I can imagine that some ways in which Pratyush could be of great help – answer prospective students' queries related to the project, help with setting up the development environment, give feedback on proposals, do code review, etc.

I will let you two decide on who can do what :)

Just wanted to follow-up on the previous comment :) @Tim-moody @psinghal20 Did you get a chance to have a conversation about @psinghal20 co-mentoring this project?

Also, I would need both project mentors email address shared with me (ssethi@wikimedia.org) so that I can send an invite to sign up as a mentor on the GSoC site. Looking forward to your response @Tim-moody and @psinghal20 :)

I came in thorugh the GSoC portal! And this piqued my interest! However, I am a bit confused. I understand, that the main objective is to have an IIAB implementation to help serve specific resources from wikimedia. What I dont understand, is the list of desired advancements, supposed to be our goal to implement? They seem to have references to previously implemented instances too, It really feels a bit vague to me.

@BlaineSensei it was my hope that the rather long list of potential projects at https://meta.wikimedia.org/wiki/WikiProject_Med/Tech#Internet-in-a-Box would be a starting point for further discussion. If there is an item on the list that strikes your fancy, I would be happy to fill in more details. The Internet in a Box project itself is not new, but each of the enhancements listed represents a potential project.

Hello @Tim-moody, lets say I wish to pursue the WikEM project. How would I go about that.

The reason why I am asking you this is because although the links given in the task description do suggest great project ideas, there is no idea about the steps and scope of the project. If you could throw some light on that, it would be great.

@Chtnnh WikEM is one of three scraping projects, the other two being cdc.gov and nih.gov. All are similar, though my preference at this time would be nih as it has not been done before and kiwix has a zim of wikem. The goal of the project would be to produce a static html directory that can be rendered by a web server in which all links are relative. Ideally this would be done without any or too many external links that require an internet connection as Internet in a Box is meant to be offline.

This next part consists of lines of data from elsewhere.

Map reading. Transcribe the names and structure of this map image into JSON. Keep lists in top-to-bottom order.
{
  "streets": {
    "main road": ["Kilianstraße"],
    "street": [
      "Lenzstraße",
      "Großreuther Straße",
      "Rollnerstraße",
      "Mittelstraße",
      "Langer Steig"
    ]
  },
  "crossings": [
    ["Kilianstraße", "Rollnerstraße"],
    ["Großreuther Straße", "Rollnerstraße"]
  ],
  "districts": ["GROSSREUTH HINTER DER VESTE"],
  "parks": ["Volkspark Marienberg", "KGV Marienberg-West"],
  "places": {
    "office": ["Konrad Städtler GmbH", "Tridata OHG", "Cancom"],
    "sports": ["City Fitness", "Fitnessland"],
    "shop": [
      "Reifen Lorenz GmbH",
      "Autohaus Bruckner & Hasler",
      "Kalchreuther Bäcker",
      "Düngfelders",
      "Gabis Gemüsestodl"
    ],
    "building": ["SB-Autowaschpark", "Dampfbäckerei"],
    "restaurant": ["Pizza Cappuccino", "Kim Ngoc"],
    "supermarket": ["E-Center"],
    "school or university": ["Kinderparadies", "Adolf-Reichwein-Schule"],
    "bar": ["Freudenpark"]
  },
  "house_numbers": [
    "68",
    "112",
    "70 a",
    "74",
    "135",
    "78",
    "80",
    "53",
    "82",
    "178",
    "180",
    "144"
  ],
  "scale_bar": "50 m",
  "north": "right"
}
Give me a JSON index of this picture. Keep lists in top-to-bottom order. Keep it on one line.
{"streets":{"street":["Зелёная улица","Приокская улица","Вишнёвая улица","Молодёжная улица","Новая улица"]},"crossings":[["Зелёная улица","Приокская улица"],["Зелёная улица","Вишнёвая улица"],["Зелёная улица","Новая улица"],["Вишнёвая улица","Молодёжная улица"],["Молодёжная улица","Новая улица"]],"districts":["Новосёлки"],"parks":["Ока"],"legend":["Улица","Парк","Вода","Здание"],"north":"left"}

There are a number of tools that can be used to scrape the site, such as wget, httrack, custom python with Beautiful Soup, perhaps puppeteer. Each has tradeoffs and knowing one may be a strong recommendation. You need to download pages and assets, but mostly will need to reduce the size of the result. The cdc is close to 1TB in size, but I reduced it to 8G by skipping videos, pdfs, and compressing images. You will often need to use successive approximation as you decide what can be included and what cannot.

In addition to size constraints to manage there are links to fix up and often css or javascript needs fixing for the offline environment.

Finally, the biggest challenge is to make a repeatable process that can be automated in order to scrape the site periodically as it changes. Our scrape of the CDC is now almost three years old.

Thank you so much for the explanation Tim! Speaking of the three web scraping projects in general, I understand that we have a tight space constraint as the IIAB is meant to be offline.

I have a few follow up questions if you don't mind.

  1. Is the web server in question the IIAB?
  2. Once scraped, can we not implement standard CSS throughout IIAB?
  3. What is the amount of JavaScript employed in such pages typically?
  4. How does a contributor decide what content is more valuable in situations of memory constraints?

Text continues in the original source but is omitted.